Por Luke Nelson
En la línea de partida de la Wasatch 100 de 2010 estaba súper nervioso, como era de esperarse. Era mi segunda carrera de 100 millas (160 K) y por ningún lado tenía la experiencia necesaria para esperar tranquilamente a que comenzara la carrera como hacían los veteranos a mi alrededor. Pero una vez que cruzamos la línea de partida pude relajarme hacia un ritmo confortable y mis nervios desaparecieron a medida que pasaban los kilómetros. Desde temprano tuve confianza en que sería mi día, la carrera perfecta, y francamente lo fue… hasta que dejó de serlo.
El ritmo excesivamente entusiasta rápidamente le pasó la cuenta a mis cuádriceps y ya cerca de los 95 km empezaron a doler bastante. Cambié mi marcha para reducir el dolor y seguí. Pero, gradualmente, este cambio en la marcha se tradujo en otro problema, el dolor de rodillas. Cerca de los 130 kilómetros de carrera el dolor en las rodillas se había vuelto tan severo que no tuve más remedio que caminar en reversa los descensos más empinados. Mientras mi pacer se burlaba de mis tácticas de sobrevivencia yo empezaba a dudar de mi futuro como ultra runner. No me estaba divirtiendo. De alguna forma, aunque el método exacto aún es un misterio para mí, pude ir más allá del dolor y retomar algo que se pareciera más a correr. Al menos era moverse hacia delante.
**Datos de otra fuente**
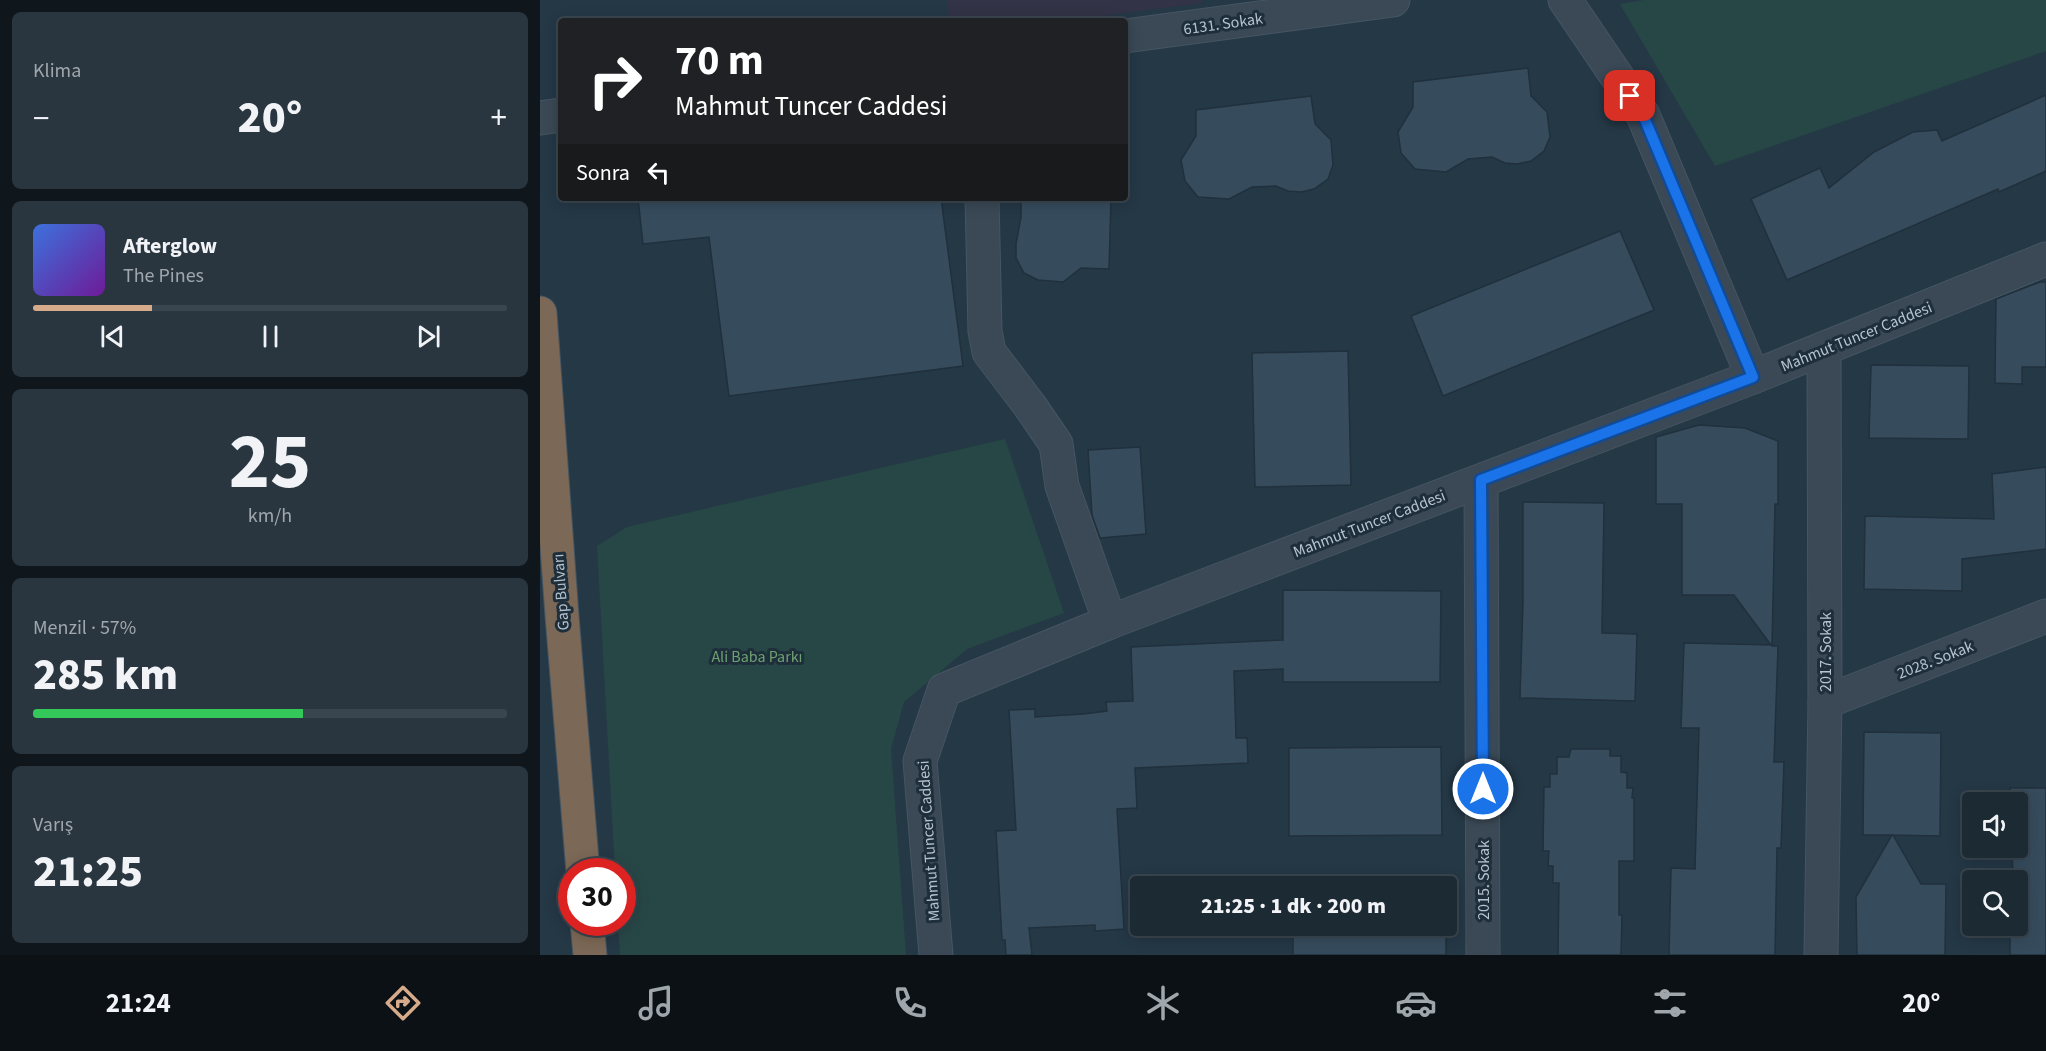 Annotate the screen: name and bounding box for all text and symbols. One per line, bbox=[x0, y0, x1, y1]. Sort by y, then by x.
street label: 6131. Sokak bbox=[1182, 8, 1264, 40]
text: 70 m bbox=[675, 31, 764, 91]
icon: right bbox=[576, 42, 654, 120]
text: Klima bbox=[33, 57, 81, 85]
pin bbox=[1604, 70, 1655, 121]
icon: arrive bbox=[1613, 79, 1646, 112]
text: 20° bbox=[238, 86, 302, 150]
text: Mahmut Tuncer Caddesi bbox=[675, 87, 947, 126]
text: − bbox=[33, 95, 49, 142]
text: + bbox=[491, 95, 507, 142]
icon: left bbox=[642, 156, 675, 189]
text: Sonra bbox=[576, 157, 630, 189]
text: Afterglow bbox=[123, 230, 217, 262]
text: The Pines bbox=[123, 262, 204, 290]
street label: Mahmut Tuncer Caddesi bbox=[1777, 296, 1935, 377]
icon: previous bbox=[96, 320, 129, 353]
icon: pause bbox=[254, 320, 287, 353]
icon: next bbox=[412, 320, 445, 353]
text: 25 bbox=[229, 407, 311, 518]
street label: Mahmut Tuncer Caddesi bbox=[1290, 485, 1449, 563]
text: km/h bbox=[248, 502, 292, 530]
street label: Gap Bulvarı bbox=[547, 553, 575, 631]
street label: 2017. Sokak bbox=[1815, 612, 1837, 692]
text: Menzil · 57% bbox=[33, 614, 136, 642]
street label: 2028. Sokak bbox=[1894, 635, 1977, 685]
text: 285 km bbox=[33, 643, 178, 707]
park label: Ali Baba Parkı bbox=[711, 646, 803, 668]
position arrow bbox=[1451, 757, 1515, 821]
street label: Mahmut Tuncer Caddesi bbox=[912, 760, 946, 922]
map controls bbox=[1962, 792, 2028, 936]
button: sound bbox=[1962, 792, 2028, 858]
text: Varış bbox=[33, 811, 73, 839]
text: 21:25 bbox=[33, 840, 143, 904]
street label: 2015. Sokak bbox=[1473, 840, 1495, 920]
speed limit sign: 30 bbox=[558, 858, 636, 936]
button: search bbox=[1962, 870, 2028, 936]
text: 21:25 · 1 dk · 200 m bbox=[1201, 890, 1386, 922]
icon: directions bbox=[382, 982, 424, 1024]
icon: music bbox=[635, 982, 677, 1024]
icon: phone bbox=[889, 982, 931, 1024]
icon: climate bbox=[1142, 982, 1184, 1024]
icon: car bbox=[1395, 982, 1437, 1024]
icon: filters bbox=[1649, 982, 1691, 1024]
text: 21:24 bbox=[106, 984, 171, 1023]
text: 20° bbox=[1902, 984, 1940, 1023]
Muchas veces juré que no correría más, haciendo planes mentales para encontrar un pasatiempo nuevo, menos doloroso.
Tras horas de tambalearme en el sendero, finalmente crucé la línea de llegada. Estaba eufórico por haber terminado de correr, pero debo haber desarrollado algún tipo de amnesia repentina, porque a los pocos minutos estaba planificando mi próximo ultra. Ocho años después, las cosas no han cambiado mucho. Todavía me pongo nervioso al comienzo de las carreras o de un trayecto muy largo. Las carreras siempre terminan bien, al menos hasta que dejan de ir bien, y sin importar lo dura y dolorosa que pueda ser, al final siempre estoy buscando lo que viene después.